Após anos imersa em seu cinema, eu estava muito animada e um tanto nervosa por finalmente conhecê-la pessoalmente, por ocasião da mostra do CCBB. Era como conhecer um ídolo. Logo percebi que Chantal tinha aversão a idolatrias de qualquer tipo: ela prezava, acima de tudo, as relações face-a-face, horizontais e sem hierarquias, o que, diga-se de passagem, encontra justa tradução na frontalidade assumida pela câmera em seus filmes. Em nosso primeiro encontro, ela acabava de pousar no aeroporto de Guarulhos, louca por um cigarro, visivelmente cansada pelo longo voo. Eu, na inocência dos meus vinte e tantos anos, não parava de falar do quão honrada me sentia por finalmente conhecê-la, do quanto a admirava etc. Ela não dizia palavra, sequer sorria: apenas me olhava com seus olhos claros de rapina, entre um trago e outro. Finalmente, ordenou: “pare com isso”.
Obedeci, claro. Superado o deslumbramento inicial – se é que posso dizer que algum dia o superei – passamos dez dias em companhia uma da outra, entre São Paulo e Rio. Eu e Patrícia programávamos passeios e jantares, eu a acompanhava nas entrevistas e, obviamente, em todos debates previstos na programação da mostra do CCBB. Comecei a notar que, além dos meus desabafos de fã, ela se entediava ao ouvir minhas especulações a respeito de sua obra.

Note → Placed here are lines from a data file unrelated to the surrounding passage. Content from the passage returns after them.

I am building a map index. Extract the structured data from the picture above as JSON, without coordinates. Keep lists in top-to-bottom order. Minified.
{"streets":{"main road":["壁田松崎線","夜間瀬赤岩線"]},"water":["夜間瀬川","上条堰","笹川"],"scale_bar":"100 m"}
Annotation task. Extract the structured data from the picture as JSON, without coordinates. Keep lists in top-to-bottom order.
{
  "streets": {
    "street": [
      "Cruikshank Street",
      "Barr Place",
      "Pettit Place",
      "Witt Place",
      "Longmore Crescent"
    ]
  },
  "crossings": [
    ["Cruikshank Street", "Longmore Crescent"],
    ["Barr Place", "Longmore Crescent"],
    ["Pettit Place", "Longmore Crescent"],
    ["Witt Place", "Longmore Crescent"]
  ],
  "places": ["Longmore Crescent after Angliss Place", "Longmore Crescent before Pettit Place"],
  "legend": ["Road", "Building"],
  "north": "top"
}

De fato, o discurso acadêmico, a pretensão teórica ou “científica” não pareciam lhe interessar. Foi assim que, no debate em São Paulo, uma garota na primeira fila elaborou uma pergunta longa, complexa, cheia de conceitos, apenas para ouvir de Chantal uma resposta tão seca e incisiva quanto os cortes de seus filmes: “pergunte isso ao seu professor.”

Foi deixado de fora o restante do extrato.